▸ **Information shown**

--- START ---

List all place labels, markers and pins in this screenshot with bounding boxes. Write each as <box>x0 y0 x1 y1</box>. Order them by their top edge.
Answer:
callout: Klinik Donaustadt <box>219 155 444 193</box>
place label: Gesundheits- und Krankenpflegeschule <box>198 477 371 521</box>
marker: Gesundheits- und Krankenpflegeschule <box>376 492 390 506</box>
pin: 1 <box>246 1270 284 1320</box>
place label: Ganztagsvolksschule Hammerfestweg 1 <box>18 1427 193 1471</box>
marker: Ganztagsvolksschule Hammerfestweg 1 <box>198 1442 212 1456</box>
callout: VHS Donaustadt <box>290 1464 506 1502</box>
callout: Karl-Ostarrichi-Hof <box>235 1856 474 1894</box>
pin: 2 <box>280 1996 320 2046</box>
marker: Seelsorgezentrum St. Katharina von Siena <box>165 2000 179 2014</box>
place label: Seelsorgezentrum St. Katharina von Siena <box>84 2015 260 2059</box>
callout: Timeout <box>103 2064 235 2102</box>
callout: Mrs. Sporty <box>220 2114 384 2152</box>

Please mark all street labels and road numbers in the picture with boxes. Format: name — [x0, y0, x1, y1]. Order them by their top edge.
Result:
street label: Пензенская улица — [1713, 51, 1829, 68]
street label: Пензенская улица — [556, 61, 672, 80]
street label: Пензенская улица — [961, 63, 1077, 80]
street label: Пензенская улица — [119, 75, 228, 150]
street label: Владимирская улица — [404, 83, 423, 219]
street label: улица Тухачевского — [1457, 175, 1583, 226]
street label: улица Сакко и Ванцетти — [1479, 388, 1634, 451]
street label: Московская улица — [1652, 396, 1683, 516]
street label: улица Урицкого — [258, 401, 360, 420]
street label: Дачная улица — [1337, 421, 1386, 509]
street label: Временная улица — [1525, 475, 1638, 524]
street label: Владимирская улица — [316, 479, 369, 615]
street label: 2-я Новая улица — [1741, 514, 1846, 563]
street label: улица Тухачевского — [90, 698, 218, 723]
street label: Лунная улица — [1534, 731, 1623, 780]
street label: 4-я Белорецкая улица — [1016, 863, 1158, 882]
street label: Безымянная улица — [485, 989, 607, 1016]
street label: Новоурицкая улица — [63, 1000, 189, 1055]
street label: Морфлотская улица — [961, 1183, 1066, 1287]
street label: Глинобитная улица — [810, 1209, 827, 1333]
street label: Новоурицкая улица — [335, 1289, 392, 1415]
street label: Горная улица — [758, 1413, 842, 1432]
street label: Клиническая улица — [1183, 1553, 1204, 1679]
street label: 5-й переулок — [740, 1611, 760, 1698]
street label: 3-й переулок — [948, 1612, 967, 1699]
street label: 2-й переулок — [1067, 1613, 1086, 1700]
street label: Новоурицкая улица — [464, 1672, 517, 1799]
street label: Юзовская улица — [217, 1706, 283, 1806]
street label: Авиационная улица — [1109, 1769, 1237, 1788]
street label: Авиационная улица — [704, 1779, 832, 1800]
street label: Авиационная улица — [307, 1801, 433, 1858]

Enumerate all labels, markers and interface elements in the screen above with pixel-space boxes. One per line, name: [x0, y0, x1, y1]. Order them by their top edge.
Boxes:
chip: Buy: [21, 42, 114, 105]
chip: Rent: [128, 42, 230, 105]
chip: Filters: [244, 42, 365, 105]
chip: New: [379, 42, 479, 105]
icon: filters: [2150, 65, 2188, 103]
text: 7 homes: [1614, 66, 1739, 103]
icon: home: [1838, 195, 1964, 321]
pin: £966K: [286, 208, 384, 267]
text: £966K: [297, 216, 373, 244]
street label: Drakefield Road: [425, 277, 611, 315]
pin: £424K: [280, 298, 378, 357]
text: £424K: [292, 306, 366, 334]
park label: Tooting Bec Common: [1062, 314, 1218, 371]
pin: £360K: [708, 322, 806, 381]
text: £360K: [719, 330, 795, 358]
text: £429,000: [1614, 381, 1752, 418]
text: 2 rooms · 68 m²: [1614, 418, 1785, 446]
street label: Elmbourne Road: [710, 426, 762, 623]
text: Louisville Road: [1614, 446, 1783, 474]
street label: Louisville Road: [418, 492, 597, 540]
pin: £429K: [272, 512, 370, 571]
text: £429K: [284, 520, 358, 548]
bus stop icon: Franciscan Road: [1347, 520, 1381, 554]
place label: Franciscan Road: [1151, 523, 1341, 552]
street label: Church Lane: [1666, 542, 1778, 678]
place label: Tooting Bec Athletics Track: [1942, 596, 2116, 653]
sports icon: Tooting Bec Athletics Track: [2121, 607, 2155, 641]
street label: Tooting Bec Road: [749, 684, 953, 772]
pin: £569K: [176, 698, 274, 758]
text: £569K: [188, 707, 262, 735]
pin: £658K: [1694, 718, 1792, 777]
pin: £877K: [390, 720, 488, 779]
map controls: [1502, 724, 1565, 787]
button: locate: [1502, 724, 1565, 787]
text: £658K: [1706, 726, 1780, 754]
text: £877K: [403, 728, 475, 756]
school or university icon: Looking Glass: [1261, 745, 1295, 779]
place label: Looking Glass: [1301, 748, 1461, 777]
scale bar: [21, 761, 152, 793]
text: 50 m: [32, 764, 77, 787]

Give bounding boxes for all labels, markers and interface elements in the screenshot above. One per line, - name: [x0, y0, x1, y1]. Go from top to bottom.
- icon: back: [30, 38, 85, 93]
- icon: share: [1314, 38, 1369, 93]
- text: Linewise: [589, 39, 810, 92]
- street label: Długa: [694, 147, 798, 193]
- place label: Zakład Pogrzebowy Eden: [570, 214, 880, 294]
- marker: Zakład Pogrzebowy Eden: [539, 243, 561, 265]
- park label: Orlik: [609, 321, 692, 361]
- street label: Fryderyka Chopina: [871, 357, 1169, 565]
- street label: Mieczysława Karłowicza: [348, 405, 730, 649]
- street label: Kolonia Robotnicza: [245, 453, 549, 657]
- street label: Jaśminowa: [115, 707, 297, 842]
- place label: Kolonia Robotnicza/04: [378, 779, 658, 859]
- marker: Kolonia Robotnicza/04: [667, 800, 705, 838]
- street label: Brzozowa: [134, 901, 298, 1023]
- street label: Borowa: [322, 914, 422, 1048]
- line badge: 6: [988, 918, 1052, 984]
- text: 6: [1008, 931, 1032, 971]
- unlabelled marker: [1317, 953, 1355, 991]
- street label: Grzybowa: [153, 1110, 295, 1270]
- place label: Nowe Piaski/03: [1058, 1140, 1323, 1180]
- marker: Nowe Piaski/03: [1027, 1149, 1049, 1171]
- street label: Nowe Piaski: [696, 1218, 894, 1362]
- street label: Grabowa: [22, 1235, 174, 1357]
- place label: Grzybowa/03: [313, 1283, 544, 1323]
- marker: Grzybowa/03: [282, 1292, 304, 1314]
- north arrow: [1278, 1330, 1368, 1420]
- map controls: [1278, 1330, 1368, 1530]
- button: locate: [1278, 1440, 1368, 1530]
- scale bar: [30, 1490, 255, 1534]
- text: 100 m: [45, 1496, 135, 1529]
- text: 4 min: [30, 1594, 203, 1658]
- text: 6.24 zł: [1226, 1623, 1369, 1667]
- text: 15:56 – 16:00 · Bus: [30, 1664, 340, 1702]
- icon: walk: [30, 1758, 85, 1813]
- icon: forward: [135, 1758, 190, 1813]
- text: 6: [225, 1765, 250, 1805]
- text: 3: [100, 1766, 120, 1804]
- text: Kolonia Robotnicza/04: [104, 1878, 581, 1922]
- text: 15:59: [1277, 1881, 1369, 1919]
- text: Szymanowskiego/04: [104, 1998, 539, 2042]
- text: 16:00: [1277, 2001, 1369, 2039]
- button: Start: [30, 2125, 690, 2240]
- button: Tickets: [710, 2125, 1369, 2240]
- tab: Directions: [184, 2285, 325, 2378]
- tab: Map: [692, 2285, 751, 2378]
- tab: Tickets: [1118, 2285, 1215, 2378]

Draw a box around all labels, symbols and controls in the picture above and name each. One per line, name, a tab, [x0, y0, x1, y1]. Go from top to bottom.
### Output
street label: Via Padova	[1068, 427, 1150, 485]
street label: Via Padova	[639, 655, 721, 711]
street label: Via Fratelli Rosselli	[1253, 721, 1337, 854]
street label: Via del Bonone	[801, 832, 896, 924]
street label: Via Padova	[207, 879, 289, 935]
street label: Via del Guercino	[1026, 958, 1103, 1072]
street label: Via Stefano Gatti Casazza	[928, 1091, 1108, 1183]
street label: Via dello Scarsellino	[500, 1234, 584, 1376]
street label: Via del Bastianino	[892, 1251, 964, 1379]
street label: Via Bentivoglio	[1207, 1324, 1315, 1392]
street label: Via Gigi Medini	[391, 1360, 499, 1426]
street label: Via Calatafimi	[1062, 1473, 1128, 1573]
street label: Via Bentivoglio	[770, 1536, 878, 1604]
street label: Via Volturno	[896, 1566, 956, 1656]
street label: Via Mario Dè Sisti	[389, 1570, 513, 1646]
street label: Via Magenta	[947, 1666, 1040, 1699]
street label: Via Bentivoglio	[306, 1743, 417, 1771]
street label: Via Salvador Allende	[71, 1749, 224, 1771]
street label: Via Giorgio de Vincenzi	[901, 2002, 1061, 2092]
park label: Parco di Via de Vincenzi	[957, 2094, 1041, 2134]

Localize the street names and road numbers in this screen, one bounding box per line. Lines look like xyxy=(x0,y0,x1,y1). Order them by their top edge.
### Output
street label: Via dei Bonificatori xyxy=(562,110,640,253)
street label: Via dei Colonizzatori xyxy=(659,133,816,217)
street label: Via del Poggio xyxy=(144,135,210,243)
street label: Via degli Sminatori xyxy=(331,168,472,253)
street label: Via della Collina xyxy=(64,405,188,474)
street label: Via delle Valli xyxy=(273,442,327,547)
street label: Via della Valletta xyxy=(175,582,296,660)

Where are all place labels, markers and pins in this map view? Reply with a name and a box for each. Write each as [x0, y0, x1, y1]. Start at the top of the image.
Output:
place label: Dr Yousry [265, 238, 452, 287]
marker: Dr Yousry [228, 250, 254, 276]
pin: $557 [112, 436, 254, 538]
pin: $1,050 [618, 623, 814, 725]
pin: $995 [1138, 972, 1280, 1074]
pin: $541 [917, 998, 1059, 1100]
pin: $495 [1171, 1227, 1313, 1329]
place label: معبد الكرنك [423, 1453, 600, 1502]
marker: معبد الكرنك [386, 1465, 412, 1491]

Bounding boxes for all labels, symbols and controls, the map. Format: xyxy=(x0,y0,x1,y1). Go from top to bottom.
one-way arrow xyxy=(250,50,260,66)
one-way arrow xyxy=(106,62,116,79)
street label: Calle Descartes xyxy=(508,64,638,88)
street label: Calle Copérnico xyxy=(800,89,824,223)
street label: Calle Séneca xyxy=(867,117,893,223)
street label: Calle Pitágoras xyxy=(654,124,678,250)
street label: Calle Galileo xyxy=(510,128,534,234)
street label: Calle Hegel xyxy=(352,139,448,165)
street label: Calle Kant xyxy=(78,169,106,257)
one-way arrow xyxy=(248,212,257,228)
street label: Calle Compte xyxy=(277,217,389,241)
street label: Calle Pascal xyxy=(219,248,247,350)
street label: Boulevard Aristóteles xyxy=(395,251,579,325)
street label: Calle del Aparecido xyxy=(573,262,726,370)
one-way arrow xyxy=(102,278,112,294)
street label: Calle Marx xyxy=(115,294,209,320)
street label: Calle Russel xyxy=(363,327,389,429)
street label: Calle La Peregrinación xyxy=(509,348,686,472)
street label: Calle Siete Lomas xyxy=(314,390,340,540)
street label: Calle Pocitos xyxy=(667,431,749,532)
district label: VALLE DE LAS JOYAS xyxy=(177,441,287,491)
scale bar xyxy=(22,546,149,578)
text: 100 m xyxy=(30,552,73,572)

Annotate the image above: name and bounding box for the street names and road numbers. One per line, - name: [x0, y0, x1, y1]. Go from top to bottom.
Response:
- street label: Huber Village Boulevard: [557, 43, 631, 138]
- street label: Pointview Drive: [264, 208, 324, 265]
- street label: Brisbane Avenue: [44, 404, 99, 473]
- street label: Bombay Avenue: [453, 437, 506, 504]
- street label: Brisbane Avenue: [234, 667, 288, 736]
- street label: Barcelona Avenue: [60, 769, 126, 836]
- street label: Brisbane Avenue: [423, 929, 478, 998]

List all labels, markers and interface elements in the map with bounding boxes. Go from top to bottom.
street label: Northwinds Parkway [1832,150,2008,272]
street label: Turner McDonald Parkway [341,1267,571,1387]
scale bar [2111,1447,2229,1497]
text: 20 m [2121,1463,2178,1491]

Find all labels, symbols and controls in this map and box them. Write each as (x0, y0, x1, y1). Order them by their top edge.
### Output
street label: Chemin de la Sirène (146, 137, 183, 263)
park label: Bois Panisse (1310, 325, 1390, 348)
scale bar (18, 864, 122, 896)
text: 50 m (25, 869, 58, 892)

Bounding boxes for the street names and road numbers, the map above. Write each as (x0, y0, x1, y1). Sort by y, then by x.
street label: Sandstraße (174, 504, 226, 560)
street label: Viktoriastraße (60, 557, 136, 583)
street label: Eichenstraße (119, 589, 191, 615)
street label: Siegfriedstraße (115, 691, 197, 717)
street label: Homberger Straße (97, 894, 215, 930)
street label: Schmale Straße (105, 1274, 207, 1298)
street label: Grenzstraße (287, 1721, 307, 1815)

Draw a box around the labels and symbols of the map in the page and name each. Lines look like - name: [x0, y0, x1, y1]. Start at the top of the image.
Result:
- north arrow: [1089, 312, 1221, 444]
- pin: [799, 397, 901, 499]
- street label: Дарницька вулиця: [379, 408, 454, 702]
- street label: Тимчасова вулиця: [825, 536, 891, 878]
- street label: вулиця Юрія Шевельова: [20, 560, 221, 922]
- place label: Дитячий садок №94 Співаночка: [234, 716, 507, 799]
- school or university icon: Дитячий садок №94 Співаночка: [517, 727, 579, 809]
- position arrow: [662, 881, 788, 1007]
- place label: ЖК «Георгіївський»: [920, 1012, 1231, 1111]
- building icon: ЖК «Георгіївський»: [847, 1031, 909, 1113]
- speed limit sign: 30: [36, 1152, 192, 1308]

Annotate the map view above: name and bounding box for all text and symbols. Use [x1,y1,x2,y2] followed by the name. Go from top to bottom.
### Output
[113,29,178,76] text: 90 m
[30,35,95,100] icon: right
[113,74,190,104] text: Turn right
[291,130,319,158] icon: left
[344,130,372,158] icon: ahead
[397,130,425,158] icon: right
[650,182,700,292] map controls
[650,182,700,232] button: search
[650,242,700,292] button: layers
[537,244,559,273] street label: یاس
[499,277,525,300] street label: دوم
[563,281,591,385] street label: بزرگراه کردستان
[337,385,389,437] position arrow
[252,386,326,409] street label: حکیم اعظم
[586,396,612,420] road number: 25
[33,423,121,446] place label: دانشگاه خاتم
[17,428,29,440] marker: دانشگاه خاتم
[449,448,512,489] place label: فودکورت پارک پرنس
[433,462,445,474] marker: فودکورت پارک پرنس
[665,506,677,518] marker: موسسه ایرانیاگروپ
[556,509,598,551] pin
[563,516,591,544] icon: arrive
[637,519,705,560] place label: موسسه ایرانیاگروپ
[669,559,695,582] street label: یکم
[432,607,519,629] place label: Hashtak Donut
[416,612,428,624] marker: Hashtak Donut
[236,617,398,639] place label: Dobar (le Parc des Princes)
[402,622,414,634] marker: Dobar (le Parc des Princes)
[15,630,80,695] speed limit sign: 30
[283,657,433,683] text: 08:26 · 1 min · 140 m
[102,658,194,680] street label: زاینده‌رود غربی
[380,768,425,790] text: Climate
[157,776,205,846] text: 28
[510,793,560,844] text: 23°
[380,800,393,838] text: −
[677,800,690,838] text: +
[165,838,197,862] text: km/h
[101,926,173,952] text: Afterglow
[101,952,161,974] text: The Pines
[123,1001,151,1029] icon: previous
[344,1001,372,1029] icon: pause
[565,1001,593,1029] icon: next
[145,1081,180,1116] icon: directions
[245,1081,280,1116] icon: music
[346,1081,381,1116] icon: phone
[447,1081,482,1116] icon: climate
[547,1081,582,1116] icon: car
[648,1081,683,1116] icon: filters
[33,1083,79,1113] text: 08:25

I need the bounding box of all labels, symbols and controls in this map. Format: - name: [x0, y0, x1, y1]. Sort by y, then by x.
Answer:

--- END ---

▸ **Task statement**
Which of the lines in the data hold the string "Draw"? Report each of them by copying it.

▸ **The answer**
Draw a box around all labels, symbols and controls in the picture above and name each. One per line, name, a tab, [x0, y0, x1, y1]. Go from top to bottom.
Draw a box around the labels and symbols of the map in the page and name each. Lines look like - name: [x0, y0, x1, y1]. Start at the top of the image.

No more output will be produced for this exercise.